>>>>>

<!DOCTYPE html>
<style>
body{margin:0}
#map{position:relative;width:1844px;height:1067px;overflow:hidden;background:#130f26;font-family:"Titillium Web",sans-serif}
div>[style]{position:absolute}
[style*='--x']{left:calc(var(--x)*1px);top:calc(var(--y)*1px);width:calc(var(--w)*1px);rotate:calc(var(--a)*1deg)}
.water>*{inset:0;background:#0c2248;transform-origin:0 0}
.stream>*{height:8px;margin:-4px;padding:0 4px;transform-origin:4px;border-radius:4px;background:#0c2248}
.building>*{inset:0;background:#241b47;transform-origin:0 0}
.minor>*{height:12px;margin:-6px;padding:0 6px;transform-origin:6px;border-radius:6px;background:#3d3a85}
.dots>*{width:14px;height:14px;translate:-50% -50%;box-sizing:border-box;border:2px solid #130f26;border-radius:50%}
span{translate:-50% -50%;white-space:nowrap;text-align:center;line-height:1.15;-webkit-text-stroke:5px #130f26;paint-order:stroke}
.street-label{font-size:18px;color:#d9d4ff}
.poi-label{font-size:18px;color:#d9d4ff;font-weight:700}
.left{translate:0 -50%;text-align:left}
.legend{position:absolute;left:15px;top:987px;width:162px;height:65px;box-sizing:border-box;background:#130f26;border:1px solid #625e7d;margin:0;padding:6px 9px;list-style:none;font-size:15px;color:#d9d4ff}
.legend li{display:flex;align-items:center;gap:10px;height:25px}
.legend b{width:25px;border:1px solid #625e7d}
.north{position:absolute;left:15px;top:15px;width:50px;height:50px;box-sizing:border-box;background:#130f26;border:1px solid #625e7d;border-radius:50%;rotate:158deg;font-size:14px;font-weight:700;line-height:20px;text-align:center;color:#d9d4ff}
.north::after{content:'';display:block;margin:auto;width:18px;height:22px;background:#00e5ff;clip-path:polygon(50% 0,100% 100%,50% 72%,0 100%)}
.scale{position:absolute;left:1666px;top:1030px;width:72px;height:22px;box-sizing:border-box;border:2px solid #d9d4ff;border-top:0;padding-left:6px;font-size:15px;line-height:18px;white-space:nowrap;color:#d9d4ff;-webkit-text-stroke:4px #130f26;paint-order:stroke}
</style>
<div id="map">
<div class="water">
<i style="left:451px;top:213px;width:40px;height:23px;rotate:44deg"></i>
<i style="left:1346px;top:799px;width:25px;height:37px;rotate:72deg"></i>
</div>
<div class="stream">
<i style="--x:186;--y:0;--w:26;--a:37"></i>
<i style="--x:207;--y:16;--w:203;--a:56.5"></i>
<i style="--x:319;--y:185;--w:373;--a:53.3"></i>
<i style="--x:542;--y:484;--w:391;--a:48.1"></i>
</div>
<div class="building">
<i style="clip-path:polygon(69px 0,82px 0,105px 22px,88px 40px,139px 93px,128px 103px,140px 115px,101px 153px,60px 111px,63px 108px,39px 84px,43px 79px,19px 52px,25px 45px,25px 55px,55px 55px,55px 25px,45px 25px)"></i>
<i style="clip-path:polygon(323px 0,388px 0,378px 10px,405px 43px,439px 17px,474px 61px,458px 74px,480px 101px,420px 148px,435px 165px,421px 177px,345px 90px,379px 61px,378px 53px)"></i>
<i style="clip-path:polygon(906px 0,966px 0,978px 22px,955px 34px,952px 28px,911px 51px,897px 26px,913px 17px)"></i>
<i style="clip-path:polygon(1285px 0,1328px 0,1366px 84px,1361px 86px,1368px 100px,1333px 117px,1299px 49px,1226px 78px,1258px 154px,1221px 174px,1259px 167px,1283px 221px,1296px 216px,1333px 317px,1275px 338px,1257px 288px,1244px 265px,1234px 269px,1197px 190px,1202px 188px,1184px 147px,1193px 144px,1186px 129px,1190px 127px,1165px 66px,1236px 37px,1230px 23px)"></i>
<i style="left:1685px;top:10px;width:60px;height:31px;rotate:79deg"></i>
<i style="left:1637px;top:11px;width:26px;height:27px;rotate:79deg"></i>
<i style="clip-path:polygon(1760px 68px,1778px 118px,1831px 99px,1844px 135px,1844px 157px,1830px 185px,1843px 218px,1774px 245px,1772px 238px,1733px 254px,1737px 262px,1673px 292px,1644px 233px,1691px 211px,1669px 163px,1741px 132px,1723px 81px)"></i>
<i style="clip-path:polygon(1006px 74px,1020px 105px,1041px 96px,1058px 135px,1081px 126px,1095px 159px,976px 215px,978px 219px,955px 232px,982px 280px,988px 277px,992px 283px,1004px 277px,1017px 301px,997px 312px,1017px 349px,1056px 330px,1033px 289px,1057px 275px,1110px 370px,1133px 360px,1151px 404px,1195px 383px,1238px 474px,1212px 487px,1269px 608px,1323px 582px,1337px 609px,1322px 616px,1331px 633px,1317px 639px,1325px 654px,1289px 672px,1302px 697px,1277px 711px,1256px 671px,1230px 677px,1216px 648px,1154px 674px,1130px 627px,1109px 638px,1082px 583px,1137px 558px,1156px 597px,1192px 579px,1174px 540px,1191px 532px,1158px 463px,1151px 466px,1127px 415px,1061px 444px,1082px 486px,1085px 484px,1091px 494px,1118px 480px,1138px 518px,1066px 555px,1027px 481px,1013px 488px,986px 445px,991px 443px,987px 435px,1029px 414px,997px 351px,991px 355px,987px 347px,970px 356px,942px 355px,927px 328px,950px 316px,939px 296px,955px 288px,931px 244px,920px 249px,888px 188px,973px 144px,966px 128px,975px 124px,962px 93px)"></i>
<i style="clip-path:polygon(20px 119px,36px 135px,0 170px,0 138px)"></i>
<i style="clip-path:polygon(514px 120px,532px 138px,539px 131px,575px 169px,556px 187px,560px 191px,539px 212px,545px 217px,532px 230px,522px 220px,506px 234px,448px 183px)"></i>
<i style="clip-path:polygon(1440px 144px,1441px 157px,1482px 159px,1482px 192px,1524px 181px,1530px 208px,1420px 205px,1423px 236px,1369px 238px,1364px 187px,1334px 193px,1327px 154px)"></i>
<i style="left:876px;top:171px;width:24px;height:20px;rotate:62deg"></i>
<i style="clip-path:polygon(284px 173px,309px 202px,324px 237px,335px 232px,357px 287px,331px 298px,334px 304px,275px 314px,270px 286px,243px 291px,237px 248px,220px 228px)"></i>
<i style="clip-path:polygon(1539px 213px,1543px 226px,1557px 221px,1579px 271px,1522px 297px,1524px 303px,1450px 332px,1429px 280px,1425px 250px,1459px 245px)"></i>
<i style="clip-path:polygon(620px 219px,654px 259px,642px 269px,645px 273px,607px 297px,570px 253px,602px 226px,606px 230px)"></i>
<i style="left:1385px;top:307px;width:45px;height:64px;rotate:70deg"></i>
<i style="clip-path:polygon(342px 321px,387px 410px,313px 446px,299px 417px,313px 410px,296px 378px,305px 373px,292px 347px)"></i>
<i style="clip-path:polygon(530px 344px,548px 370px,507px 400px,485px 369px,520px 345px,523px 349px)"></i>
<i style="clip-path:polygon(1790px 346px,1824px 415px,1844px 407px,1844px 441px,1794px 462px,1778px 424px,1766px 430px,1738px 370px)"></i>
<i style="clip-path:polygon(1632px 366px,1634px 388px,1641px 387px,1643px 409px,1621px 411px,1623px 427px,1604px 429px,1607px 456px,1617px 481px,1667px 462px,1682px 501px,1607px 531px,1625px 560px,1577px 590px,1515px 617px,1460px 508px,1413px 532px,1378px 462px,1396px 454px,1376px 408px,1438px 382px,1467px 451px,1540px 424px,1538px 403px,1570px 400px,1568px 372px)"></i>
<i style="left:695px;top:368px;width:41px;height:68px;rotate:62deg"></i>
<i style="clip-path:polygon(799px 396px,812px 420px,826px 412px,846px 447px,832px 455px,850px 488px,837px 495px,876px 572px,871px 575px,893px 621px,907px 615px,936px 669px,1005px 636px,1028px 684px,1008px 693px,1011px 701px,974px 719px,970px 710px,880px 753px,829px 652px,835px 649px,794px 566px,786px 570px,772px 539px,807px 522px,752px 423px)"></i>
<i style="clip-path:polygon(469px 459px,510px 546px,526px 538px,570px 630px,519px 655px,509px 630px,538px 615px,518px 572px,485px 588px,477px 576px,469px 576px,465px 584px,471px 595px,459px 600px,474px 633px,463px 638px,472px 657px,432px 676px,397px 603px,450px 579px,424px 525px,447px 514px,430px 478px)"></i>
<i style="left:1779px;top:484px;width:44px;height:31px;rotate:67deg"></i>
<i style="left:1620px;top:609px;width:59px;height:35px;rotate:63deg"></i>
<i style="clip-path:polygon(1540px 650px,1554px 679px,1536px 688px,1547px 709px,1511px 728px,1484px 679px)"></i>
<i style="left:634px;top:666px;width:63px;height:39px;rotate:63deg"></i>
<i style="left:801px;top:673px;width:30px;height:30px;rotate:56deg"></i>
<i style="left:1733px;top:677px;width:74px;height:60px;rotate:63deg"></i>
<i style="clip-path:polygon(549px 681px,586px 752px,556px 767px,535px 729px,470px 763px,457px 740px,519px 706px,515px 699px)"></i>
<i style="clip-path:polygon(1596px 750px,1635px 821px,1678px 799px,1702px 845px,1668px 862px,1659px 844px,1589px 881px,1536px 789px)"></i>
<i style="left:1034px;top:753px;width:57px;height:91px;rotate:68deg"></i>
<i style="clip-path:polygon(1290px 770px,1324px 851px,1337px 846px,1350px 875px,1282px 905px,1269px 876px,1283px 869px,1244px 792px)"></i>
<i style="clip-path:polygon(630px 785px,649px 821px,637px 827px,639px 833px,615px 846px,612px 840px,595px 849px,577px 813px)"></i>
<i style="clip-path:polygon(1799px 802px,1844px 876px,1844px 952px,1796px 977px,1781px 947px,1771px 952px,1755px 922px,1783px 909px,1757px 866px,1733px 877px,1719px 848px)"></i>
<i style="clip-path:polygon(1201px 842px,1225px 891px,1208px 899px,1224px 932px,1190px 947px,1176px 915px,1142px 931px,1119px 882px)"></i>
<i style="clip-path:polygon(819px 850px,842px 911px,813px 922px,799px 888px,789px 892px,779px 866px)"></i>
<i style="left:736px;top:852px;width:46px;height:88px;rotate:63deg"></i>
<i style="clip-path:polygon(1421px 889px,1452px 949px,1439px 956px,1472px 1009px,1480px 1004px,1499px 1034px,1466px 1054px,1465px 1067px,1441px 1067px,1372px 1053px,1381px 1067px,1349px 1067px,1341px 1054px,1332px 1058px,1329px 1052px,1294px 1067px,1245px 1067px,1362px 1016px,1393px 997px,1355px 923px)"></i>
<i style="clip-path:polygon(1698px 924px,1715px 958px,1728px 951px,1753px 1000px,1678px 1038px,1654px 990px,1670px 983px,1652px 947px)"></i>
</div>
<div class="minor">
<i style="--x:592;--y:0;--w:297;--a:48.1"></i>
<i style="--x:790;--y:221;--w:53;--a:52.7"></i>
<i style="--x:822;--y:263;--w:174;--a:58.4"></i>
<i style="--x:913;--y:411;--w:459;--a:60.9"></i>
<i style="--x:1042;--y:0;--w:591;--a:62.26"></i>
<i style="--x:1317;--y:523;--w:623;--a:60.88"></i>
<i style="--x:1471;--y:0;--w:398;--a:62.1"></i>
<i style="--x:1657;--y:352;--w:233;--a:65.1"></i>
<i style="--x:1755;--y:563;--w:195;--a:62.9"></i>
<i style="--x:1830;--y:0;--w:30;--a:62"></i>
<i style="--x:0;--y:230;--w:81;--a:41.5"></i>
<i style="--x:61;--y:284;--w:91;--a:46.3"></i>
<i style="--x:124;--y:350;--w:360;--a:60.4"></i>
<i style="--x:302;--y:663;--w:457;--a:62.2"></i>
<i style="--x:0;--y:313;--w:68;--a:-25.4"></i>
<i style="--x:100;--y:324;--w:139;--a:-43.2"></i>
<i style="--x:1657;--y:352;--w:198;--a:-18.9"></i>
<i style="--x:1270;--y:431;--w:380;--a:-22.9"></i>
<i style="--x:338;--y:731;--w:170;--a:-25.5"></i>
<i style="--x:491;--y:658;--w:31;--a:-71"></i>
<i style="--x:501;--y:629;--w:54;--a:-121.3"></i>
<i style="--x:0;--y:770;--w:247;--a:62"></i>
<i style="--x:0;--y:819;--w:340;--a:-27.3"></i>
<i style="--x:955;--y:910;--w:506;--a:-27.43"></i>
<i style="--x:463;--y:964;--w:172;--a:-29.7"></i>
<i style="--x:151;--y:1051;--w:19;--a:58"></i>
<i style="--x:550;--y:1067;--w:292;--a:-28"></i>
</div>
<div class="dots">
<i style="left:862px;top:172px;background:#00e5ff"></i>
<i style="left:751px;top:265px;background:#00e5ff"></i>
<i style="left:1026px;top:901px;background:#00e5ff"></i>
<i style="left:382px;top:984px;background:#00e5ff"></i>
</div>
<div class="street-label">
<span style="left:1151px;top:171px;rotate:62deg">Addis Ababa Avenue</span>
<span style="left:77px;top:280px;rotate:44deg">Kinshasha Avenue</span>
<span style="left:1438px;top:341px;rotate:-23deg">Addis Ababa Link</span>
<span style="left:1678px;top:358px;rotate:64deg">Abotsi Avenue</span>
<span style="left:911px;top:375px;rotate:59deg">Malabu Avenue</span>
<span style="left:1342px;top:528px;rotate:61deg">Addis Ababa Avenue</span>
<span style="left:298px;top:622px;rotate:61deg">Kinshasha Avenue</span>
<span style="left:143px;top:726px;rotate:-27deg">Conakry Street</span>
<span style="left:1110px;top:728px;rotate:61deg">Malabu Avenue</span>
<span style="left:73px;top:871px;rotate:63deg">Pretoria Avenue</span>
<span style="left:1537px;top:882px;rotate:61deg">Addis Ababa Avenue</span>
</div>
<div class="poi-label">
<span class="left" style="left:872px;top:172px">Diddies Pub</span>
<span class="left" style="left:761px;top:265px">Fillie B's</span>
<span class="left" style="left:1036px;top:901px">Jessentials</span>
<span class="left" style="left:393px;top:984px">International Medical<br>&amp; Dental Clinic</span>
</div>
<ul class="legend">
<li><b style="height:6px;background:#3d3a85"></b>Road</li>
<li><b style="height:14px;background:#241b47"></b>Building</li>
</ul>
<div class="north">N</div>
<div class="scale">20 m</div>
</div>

<<<<<

Would you show each line of the listing above that has the string "water"?

.water>*{inset:0;background:#0c2248;transform-origin:0 0}
<div class="water">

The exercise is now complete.